Look for the word "filter" in the data below, and copy every line that holds it.

[Opening Listed entries section]

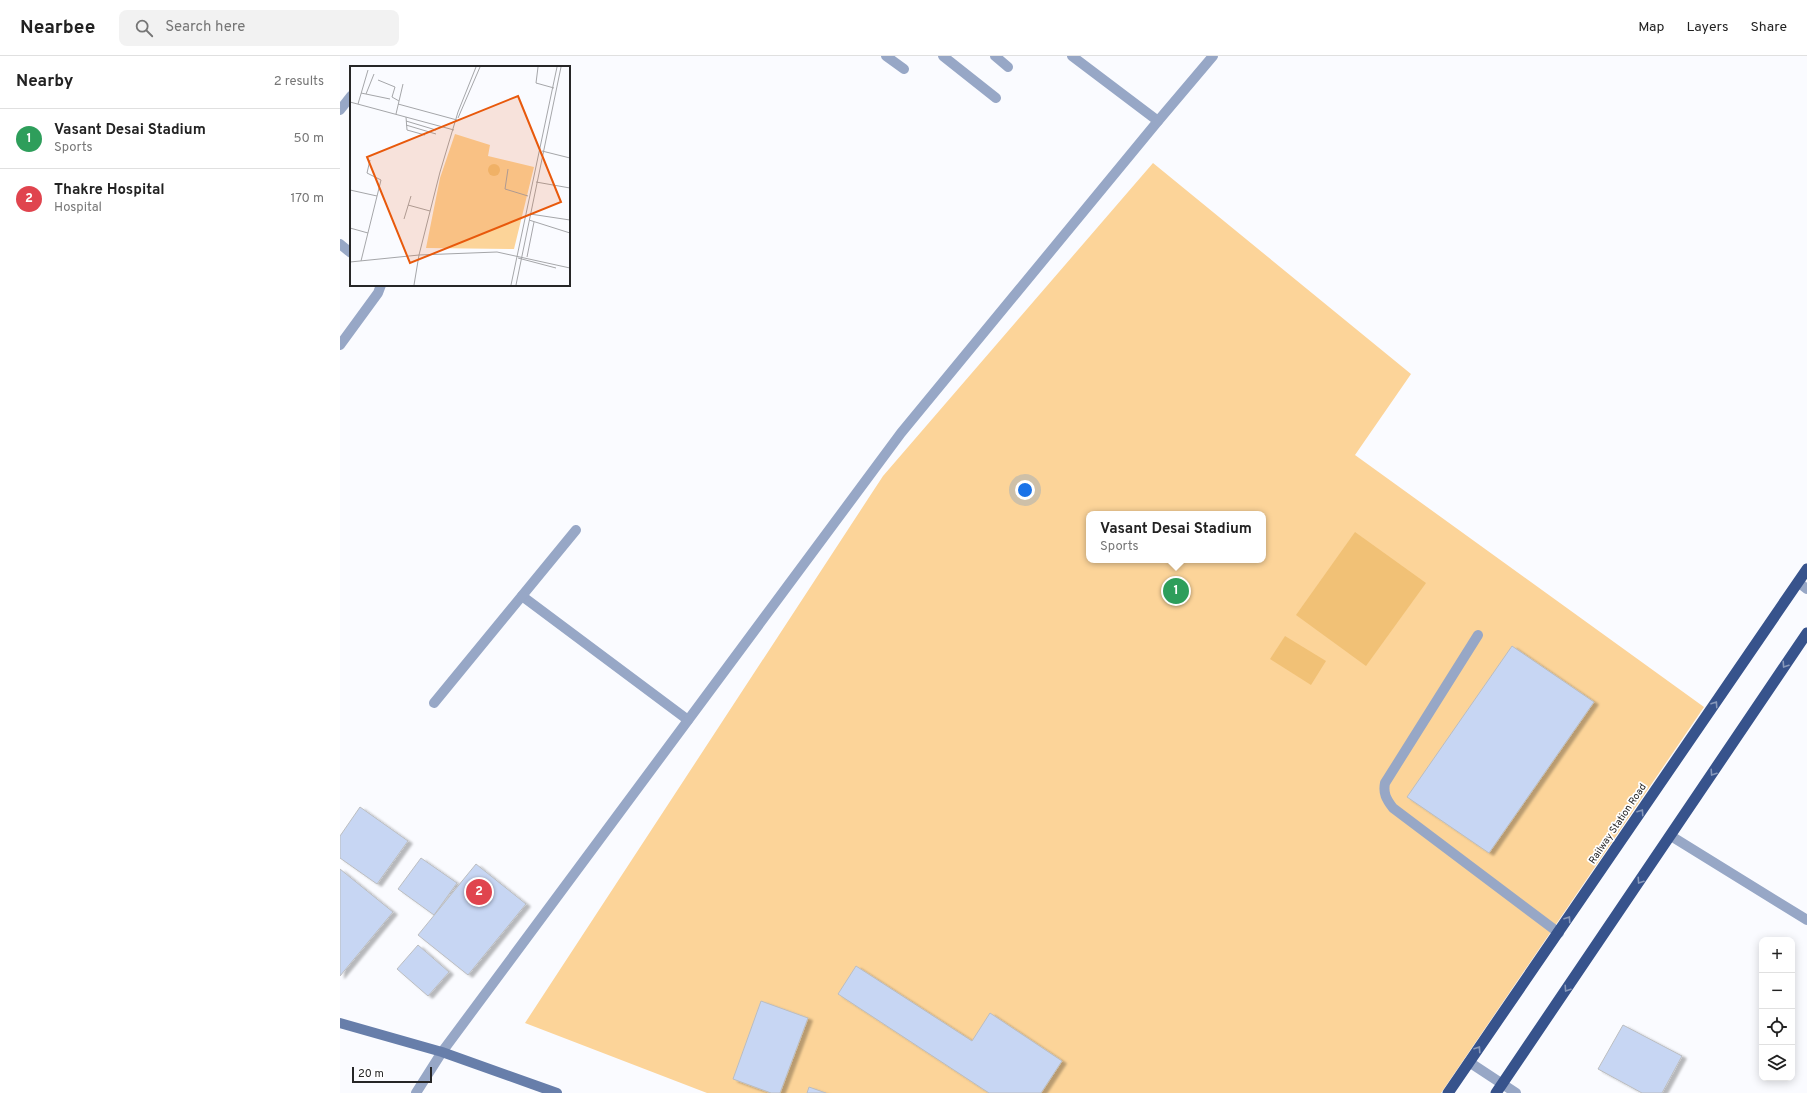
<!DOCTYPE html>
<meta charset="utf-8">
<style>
body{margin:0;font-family:Overpass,sans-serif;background:#f2f2f2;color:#222}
.controls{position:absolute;right:12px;bottom:12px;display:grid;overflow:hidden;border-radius:8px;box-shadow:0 2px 10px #0003}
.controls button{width:36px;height:36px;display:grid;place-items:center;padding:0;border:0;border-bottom:1px solid #e0e0e0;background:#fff;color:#222;font:20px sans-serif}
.scale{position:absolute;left:12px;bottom:10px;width:80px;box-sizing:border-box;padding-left:4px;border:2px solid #262627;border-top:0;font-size:11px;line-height:14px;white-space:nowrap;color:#262627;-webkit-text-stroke:3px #fff;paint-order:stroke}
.you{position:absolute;left:685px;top:434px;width:14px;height:14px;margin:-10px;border:3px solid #fff;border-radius:50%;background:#1a73e8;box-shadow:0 0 0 6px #1a73e833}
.badge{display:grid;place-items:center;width:26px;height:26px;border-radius:50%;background:#765a2d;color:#fff;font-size:13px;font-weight:700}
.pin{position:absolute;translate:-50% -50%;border:2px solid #fff;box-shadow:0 1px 4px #0006}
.popup{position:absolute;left:746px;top:455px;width:180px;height:52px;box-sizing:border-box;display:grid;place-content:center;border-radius:8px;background:#fff;filter:drop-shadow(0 1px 3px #0005);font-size:13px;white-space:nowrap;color:#767676}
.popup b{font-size:15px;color:#222}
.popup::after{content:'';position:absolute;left:50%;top:100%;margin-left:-8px;border:8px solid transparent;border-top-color:#fff}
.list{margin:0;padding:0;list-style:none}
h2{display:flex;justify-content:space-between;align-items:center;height:52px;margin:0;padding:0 16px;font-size:17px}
h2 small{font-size:13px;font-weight:400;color:#767676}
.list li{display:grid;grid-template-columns:26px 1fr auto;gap:12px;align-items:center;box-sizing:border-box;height:60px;padding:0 16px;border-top:1px solid #e0e0e0}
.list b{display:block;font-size:15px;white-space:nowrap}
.list p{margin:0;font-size:13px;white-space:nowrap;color:#767676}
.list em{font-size:13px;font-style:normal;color:#767676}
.icon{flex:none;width:22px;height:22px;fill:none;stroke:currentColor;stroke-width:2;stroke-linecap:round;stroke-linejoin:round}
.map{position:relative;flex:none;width:1467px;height:1037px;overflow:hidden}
header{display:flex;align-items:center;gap:24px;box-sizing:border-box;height:56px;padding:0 20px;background:#fff;border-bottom:1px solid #e0e0e0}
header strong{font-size:19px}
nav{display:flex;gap:22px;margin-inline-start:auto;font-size:14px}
.search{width:280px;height:36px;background:#f2f2f2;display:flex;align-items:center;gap:10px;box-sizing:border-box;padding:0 14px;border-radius:8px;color:#767676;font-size:15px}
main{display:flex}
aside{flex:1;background:#fff}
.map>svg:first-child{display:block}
.green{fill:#fcd499;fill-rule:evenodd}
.water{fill:#f1c176}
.building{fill:#c7d6f3;stroke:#bbbdc0;filter:url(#shadow)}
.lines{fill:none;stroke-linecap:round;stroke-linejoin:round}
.service{stroke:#97a7c6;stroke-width:10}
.minor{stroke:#97a7c6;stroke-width:10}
.tertiary{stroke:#97a7c6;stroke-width:10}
.secondary{stroke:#677eaa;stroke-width:10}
.trunk{stroke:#37538c;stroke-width:11}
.oneway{stroke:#8798ba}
.labels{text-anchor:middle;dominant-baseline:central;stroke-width:3.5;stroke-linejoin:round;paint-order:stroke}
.street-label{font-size:10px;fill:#262627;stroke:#fff}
.inset-road{fill:none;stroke:#a5a6a9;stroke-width:1}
.view{fill:#e8590c;fill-opacity:0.15;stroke:#e8590c;stroke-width:2}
.inset-edge{fill:none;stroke:#262627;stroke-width:2}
</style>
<header>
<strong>Nearbee</strong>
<div class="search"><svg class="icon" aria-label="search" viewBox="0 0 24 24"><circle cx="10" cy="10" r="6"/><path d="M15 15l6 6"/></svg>Search here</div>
<nav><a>Map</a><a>Layers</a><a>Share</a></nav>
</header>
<main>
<aside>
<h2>Nearby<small>2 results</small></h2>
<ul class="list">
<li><span class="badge" style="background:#2e9e5b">1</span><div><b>Vasant Desai Stadium</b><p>Sports</p></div><em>50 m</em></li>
<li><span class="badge" style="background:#e0444e">2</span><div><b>Thakre Hospital</b><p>Hospital</p></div><em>170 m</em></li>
</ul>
</aside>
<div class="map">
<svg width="1467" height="1037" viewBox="0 0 1467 1037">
<defs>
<filter id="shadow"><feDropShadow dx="4.5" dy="2.5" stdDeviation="1" flood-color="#0004"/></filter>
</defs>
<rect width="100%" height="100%" fill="#fafbff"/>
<path class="green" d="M813,107L1071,318L1015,399L1364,651L1101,1037H367L185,967L543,420ZM749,458H923V504H749Z"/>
<g class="water">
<path d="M1015,476L1086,527L1026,610L956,559Z"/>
<path d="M945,580L986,605L971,629L930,603Z"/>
</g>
<g class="building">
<path d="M1172,590L1254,646L1149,797L1067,741Z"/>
<path d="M20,751L68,785L37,828L0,802V780Z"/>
<path d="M81,802L117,827L94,859L58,833Z"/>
<path d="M136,808L186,848L128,919L78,879Z"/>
<path d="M0,813L53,856L0,920Z"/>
<path d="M78,889L109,916L88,940L57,913Z"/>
<path d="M516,910L632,985L650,957L722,1005L701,1037H649L498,938Z"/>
<path d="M421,945L468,962L440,1037H431L393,1023Z"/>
<path d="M1283,969L1342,1000L1322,1037H1302L1258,1013Z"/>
<path d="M469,1031L486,1037H467Z"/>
</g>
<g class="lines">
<g class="service">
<path d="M0,54L11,40"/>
<path d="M0,188L11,197"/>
<path d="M0,289L38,237L41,229"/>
<path d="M1138,579L1045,727C1043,737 1046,743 1053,752L1219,877"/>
</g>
<g class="minor">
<path d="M546,0L564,13"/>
<path d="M603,0L656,42"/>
<path d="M655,0L668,11"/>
<path d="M732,0L818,65"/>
<path d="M1458,526L1467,533"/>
<path d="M182,540L348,664"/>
<path d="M94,647L236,474"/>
<path d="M1331,780L1467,864"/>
<path d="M1129,1006L1176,1037"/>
</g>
<path class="tertiary" d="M76,1037L102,996L561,377L818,65L873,0"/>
<path class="secondary" d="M0,967L102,996L217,1037"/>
<g class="trunk">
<path d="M1108,1037L1467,513"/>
<path d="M1156,1037L1467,577"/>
</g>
</g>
<defs><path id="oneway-chevron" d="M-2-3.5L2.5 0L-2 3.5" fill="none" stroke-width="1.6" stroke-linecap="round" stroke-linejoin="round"/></defs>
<g class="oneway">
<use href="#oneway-chevron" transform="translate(1445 609) rotate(124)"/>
<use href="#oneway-chevron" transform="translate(1375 648) rotate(-56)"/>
<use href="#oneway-chevron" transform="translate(1373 717) rotate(124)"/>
<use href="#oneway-chevron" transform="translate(1301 756) rotate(-56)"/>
<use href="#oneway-chevron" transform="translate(1300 825) rotate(124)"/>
<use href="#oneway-chevron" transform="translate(1228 863) rotate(-56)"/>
<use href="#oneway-chevron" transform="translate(1227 933) rotate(124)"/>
<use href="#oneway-chevron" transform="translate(1138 993) rotate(-56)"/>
</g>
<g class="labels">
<g class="street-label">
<text transform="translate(1278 768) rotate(-56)">Railway Station Road</text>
</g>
</g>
<g transform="translate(10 10)">
<rect width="220" height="220" fill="#fafbff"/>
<path d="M105,68L140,79L138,90L184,101L164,183L76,182L90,112Z" fill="#fcd499"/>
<path d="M138 104a6 6 0 1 1 12 0a6 6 0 1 1-12 0Z" fill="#f1c176"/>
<path class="inset-road" d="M188,1L186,17L204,22M28,14L45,21L42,31L49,35M11,27L40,33M16,28L24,8M0,36L104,64M8,38L18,4M48,38L107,54M46,48L53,18M56,51L57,64L75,69M108,52L130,1M56,55L86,64M56,59L86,68M192,85L220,92M158,103L155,123L178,130M186,116L220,122M0,124L27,130M58,139L80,145M180,148L220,154M54,153L61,130M179,154L220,167M0,162L18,167M177,191L184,156M168,192L206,202M11,195L31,114L17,107L20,94M0,196L69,189L147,186L220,202M64,219L69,189L90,106L108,46L126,1M161,219L207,1M166,219L211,1"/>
<path class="view" d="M168,30L211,136L60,197L17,91Z"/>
<rect width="220" height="220" class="inset-edge"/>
</g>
</svg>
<div class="controls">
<button>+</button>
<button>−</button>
<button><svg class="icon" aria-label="locate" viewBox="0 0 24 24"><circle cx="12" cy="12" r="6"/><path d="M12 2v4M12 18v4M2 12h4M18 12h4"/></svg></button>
<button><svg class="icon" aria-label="layers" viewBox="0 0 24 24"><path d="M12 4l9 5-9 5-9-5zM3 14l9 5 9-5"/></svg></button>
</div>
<div class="scale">20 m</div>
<div class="you"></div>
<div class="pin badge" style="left:836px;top:535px;background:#2e9e5b">1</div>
<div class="popup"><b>Vasant Desai Stadium</b>Sports</div>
<div class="pin badge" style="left:139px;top:836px;background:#e0444e">2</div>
</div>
</main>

[Closing Listed entries section]

Response to this exercise
.popup{position:absolute;left:746px;top:455px;width:180px;height:52px;box-sizing:border-box;display:grid;place-content:center;border-radius:8px;background:#fff;filter:drop-shadow(0 1px 3px #0005);font-size:13px;white-space:nowrap;color:#767676}
.building{fill:#c7d6f3;stroke:#bbbdc0;filter:url(#shadow)}
<filter id="shadow"><feDropShadow dx="4.5" dy="2.5" stdDeviation="1" flood-color="#0004"/></filter>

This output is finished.